Predict: The Next Generation Console Tech

NRP · Sep 26, 2012

Are people seriously pissed that the 720/PS4 might ship with a 6870/6950-level gpu? Those are pretty good gpus. In a closed environment programmed to the metal, that gpu could rock harder than Yngwie Malmsteen.

Acert93 · Sep 26, 2012

JEDEC published DDR4 standard.

Ruskie · Sep 26, 2012

NRP said:
Are people seriously pissed that the 720/PS4 might ship with a 6870/6950-level gpu? Those are pretty good gpus. In a closed environment programmed to the metal, that gpu could rock harder than Yngwie Malmsteen.

No, its just that people want see GPUs that are not 2 years old. Something of similar characteristics, but newer and more efficient. There is no reason MS would go with something like that since its too big and too hot in comparison with better deals you can get now (and even better by the end of 13').

Than again, I don't know if those Alpha kits where even legit. Yes they got "MS Asset" tags on, but again, who knows...
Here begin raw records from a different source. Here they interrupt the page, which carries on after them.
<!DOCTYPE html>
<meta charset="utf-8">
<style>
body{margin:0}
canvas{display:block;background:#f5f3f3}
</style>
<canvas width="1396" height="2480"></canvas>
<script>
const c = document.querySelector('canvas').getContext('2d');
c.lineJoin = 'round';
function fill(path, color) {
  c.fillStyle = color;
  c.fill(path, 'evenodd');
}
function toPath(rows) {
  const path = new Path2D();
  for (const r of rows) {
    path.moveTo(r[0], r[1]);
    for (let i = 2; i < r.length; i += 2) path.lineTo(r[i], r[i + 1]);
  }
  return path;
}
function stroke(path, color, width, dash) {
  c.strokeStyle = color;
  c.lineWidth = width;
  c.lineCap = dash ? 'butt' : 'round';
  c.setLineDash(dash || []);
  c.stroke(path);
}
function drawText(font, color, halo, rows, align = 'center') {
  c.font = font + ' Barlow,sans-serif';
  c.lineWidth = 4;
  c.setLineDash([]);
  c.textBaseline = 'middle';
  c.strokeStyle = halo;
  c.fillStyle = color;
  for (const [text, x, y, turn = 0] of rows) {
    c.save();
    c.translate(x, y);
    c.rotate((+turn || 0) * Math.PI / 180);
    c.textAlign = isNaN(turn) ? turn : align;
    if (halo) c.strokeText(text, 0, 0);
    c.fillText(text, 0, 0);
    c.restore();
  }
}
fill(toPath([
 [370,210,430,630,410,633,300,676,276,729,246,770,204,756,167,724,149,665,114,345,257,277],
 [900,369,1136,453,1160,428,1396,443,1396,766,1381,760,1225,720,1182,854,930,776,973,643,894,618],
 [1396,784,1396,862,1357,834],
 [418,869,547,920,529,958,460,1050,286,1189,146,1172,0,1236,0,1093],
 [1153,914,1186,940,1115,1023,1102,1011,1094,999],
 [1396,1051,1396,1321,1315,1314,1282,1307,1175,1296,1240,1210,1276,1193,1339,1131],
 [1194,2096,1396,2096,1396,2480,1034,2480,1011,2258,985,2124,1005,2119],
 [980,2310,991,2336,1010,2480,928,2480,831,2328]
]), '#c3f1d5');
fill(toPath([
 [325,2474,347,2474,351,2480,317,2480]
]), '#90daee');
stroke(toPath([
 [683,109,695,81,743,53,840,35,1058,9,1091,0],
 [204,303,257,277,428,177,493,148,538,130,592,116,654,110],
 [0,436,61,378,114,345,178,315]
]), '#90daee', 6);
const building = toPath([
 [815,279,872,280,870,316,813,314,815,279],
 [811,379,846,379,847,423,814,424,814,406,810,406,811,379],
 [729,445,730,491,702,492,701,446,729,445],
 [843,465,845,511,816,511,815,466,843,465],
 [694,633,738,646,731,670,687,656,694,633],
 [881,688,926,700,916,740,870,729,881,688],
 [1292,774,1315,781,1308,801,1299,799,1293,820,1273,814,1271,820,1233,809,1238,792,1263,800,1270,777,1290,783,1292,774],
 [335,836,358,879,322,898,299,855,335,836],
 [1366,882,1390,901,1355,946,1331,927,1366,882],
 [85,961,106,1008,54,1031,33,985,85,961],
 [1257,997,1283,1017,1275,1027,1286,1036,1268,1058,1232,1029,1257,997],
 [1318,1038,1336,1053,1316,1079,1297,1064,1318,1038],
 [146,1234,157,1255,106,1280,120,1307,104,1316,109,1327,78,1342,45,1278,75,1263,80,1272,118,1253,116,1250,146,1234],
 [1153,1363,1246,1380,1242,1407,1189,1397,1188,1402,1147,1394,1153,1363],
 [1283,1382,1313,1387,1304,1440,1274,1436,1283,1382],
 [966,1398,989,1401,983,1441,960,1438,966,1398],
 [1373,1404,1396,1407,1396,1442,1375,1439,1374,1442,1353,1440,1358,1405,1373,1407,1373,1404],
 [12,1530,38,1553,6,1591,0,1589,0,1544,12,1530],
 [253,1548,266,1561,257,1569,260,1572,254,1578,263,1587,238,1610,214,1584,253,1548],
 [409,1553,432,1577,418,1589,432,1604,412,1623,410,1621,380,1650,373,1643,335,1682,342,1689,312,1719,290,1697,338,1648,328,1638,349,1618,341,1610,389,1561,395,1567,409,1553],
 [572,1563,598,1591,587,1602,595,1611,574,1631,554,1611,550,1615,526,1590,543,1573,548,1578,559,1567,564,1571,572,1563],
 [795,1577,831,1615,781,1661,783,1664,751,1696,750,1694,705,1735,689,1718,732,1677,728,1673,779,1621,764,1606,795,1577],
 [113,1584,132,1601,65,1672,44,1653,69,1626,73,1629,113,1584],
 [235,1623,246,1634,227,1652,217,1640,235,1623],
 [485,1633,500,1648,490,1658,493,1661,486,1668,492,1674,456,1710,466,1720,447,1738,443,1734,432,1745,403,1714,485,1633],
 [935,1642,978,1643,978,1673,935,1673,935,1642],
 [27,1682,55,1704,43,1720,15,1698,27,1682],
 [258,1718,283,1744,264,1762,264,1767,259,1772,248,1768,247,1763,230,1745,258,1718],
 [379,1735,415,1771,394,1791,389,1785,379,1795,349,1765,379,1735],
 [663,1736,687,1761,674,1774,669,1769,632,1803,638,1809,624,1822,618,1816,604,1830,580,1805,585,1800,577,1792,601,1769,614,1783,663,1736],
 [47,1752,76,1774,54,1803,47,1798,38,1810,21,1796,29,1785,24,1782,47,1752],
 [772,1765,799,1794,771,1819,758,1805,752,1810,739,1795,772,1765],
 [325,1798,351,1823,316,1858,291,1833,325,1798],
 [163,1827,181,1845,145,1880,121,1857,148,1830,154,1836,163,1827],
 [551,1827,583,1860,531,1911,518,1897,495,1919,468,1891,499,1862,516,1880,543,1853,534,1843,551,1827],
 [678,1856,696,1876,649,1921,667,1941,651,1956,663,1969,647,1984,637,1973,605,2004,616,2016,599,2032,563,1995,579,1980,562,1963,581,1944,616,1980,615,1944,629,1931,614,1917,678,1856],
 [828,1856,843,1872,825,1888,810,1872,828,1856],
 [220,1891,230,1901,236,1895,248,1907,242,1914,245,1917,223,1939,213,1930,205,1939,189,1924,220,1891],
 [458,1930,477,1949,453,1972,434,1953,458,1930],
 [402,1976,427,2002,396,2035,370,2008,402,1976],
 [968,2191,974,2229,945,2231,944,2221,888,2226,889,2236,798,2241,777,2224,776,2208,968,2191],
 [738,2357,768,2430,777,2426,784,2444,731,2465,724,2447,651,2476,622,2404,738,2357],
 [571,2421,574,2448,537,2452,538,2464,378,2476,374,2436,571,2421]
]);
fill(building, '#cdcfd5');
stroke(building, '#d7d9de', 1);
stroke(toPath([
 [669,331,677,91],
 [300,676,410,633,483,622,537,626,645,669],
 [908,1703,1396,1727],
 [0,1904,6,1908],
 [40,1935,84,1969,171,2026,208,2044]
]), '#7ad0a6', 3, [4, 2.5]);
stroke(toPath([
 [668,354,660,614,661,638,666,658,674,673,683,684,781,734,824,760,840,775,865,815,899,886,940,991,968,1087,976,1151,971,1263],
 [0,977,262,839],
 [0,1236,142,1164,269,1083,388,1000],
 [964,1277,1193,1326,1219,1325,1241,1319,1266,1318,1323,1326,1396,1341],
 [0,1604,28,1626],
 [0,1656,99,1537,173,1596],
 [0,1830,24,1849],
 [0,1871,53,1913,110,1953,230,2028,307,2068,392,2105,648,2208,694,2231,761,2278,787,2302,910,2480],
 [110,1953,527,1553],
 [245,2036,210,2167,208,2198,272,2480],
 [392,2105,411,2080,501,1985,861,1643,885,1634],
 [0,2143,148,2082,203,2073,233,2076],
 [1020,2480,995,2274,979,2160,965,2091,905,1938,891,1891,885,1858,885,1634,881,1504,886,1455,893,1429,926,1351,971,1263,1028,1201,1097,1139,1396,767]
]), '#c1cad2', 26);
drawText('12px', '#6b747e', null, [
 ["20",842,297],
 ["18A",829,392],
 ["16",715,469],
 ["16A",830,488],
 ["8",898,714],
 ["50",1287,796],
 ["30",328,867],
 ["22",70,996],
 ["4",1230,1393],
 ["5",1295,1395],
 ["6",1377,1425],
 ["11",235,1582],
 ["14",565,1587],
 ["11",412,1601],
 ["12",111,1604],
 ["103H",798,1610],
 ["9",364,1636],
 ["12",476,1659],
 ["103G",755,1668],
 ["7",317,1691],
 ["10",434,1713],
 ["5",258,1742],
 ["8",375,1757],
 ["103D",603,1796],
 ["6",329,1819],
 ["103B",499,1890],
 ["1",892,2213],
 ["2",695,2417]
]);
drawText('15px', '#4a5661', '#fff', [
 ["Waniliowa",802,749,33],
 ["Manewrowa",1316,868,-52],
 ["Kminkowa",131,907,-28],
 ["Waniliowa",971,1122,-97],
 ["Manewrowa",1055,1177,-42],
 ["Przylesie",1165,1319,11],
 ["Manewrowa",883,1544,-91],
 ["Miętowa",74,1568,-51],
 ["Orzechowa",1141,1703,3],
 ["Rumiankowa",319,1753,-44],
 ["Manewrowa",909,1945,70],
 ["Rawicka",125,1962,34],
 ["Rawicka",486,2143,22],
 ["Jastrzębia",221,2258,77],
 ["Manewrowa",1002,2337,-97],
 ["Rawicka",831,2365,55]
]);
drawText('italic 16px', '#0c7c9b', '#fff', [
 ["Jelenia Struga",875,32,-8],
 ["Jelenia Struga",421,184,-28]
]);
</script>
(((interference))) · Sep 26, 2012

ERP said:
While I agree that it's a reasonable spec for a NG console, I wouldn't draw any conclusions from it.

The processors in the 360 alpha kits were MUCH faster (excluding FP code) that the final 360 processors, bit a lot of teams in the ass even though it was obvious if you gave it any thought.
.

I didn't know the G5s in the alpha kits were faster than Xenon - I thought Xenon was pretty good for its time and I remember reading a dev (maybe on B3D) saying how it has held up better over the years than any other consumer CPU available at the 360's launch would have.

This seems to be borne out in this DF interview with the devs of Metro 2033 who suggest the Xenos is far weaker compared to modern GPUs than Xenon is to modern CPUs.

Digital Foundry: How would you characterise the combination of Xenos and Xenon compared to the traditional x86/GPU combo on PC? Surely on the face of it, Xbox 360 is lacking a lot of power compared to today's entry-level "enthusiast" PC hardware?

Oles Shishkovstov: You can calculate it like this: each 360 CPU core is approximately a quarter of the same-frequency Nehalem (i7) core. Add in approximately 1.5 times better performance because of the second, shared thread for 360 and around 1.3 times for Nehalem, multiply by three cores and you get around 70 to 85 per cent of a single modern CPU core on generic (but multi-threaded) code.

Bear in mind though that the above calculation will not work in the case where the code is properly vectorised. In that case 360 can actually exceed PC on a per-thread per-clock basis. So, is it enough? Nope, there is no CPU in the world that is enough for games!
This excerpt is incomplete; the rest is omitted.